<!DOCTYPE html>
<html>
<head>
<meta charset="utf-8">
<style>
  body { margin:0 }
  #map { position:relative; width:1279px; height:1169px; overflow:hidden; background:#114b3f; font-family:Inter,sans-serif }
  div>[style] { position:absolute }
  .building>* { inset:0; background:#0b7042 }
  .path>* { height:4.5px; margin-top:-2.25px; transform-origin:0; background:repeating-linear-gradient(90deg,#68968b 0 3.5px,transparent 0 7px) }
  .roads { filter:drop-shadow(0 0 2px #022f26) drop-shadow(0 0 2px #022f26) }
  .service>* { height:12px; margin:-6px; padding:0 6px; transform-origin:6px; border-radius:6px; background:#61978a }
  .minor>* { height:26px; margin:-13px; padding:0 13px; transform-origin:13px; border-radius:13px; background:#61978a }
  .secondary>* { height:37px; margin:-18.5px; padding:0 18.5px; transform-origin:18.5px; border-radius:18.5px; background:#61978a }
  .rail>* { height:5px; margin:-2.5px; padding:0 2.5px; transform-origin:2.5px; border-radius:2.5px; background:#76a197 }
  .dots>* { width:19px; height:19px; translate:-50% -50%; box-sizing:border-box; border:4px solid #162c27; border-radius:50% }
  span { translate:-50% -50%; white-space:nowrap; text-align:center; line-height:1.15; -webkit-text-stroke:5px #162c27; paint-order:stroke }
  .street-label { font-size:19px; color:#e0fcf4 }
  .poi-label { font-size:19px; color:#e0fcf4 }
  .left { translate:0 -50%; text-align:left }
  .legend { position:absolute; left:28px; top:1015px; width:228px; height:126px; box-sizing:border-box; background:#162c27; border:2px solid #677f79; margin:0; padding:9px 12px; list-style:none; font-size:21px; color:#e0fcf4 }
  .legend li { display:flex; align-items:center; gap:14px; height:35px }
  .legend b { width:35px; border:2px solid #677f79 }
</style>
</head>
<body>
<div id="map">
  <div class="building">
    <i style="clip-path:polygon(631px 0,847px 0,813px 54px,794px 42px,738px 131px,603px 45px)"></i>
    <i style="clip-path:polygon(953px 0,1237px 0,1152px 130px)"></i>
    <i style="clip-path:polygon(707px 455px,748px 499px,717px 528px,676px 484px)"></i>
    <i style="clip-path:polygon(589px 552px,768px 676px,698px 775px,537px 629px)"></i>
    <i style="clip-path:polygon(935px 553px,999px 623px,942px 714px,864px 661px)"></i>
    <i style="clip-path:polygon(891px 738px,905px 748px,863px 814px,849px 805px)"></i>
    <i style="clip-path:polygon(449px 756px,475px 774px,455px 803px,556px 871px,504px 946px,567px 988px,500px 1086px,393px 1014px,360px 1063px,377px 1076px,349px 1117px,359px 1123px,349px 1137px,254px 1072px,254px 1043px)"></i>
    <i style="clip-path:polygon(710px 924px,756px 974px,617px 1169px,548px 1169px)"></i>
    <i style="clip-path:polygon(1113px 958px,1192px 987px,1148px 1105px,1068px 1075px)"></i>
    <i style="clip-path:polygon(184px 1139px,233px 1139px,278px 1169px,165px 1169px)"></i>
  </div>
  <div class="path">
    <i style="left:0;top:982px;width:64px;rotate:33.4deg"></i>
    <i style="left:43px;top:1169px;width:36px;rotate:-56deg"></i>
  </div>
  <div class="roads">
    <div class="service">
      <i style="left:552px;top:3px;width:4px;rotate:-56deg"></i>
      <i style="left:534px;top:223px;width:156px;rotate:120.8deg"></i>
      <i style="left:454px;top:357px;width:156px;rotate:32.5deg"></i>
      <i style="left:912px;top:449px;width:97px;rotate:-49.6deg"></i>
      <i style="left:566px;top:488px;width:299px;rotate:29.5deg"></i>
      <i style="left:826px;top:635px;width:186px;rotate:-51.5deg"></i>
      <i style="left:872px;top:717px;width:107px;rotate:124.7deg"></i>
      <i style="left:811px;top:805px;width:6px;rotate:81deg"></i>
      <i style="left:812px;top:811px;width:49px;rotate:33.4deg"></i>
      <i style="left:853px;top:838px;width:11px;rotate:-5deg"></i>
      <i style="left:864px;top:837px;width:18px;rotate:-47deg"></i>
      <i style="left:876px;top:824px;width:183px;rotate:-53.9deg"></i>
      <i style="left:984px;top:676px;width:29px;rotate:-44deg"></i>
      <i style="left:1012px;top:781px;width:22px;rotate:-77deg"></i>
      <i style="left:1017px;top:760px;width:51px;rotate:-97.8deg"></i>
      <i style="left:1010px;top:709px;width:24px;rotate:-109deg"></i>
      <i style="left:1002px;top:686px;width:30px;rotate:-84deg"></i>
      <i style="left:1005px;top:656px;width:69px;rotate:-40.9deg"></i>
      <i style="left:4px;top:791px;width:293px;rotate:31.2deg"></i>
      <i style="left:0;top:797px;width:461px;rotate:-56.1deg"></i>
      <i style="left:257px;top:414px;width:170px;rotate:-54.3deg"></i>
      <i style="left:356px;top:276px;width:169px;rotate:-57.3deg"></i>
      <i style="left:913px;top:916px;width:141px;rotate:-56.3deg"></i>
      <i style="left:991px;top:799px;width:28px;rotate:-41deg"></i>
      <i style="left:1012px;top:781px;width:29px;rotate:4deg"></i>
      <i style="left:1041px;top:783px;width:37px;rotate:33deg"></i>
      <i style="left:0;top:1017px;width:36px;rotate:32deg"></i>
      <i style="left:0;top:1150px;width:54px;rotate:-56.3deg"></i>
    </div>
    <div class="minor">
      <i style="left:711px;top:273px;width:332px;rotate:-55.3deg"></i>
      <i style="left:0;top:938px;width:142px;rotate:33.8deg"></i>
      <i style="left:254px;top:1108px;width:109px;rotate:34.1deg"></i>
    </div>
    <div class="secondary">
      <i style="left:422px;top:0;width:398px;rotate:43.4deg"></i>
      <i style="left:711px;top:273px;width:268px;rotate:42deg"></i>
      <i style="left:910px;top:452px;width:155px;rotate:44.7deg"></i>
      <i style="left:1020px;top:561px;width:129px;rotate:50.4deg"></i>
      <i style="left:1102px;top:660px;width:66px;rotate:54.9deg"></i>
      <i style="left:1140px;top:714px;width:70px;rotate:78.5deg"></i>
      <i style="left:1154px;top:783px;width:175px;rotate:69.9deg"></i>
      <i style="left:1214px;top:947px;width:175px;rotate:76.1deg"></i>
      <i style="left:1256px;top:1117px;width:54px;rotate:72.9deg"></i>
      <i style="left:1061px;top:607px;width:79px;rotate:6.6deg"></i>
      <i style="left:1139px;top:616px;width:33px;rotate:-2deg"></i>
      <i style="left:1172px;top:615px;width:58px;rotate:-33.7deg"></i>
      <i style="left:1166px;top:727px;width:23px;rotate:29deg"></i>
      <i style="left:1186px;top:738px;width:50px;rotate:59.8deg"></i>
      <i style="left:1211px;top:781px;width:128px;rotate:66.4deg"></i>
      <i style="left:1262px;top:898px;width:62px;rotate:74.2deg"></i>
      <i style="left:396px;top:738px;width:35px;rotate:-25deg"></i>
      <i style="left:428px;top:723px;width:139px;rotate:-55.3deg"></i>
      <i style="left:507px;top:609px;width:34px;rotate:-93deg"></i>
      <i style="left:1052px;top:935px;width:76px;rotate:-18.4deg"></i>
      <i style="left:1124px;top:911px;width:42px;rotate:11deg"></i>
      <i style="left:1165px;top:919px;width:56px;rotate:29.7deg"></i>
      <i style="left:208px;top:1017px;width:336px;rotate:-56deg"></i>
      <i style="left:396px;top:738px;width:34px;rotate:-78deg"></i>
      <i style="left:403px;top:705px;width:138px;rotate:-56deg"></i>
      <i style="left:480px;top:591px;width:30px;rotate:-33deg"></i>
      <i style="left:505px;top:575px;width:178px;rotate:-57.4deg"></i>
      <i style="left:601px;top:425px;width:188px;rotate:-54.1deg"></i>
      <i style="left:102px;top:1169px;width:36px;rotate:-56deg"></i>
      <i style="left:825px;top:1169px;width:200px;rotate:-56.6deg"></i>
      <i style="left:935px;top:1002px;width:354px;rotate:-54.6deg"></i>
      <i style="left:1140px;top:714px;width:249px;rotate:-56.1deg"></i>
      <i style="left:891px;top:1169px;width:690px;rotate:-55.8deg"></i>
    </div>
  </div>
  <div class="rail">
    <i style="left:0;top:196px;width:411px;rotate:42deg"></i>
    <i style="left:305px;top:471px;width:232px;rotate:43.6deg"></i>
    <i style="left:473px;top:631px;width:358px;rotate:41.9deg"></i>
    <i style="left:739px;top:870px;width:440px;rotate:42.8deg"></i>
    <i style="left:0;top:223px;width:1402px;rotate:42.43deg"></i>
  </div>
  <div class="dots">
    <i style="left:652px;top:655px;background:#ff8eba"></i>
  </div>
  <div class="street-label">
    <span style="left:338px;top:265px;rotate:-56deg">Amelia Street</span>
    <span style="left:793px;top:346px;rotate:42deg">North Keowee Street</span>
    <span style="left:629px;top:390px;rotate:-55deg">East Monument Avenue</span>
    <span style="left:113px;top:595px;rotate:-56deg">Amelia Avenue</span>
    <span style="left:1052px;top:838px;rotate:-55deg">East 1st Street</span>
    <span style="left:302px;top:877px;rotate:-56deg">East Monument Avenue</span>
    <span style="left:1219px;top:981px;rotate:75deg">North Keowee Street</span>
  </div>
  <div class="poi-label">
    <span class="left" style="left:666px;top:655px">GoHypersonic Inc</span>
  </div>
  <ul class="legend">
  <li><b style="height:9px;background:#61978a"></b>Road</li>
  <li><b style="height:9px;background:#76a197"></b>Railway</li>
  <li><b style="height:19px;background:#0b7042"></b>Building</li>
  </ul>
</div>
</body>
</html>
::::::::
* **INSTRUCTIONS TO FOLLOW**: Search the listing for the string "service". Copy each line where it is found.

* **TASK SOLUTION**:
  .service>* { height:12px; margin:-6px; padding:0 6px; transform-origin:6px; border-radius:6px; background:#61978a }
    <div class="service">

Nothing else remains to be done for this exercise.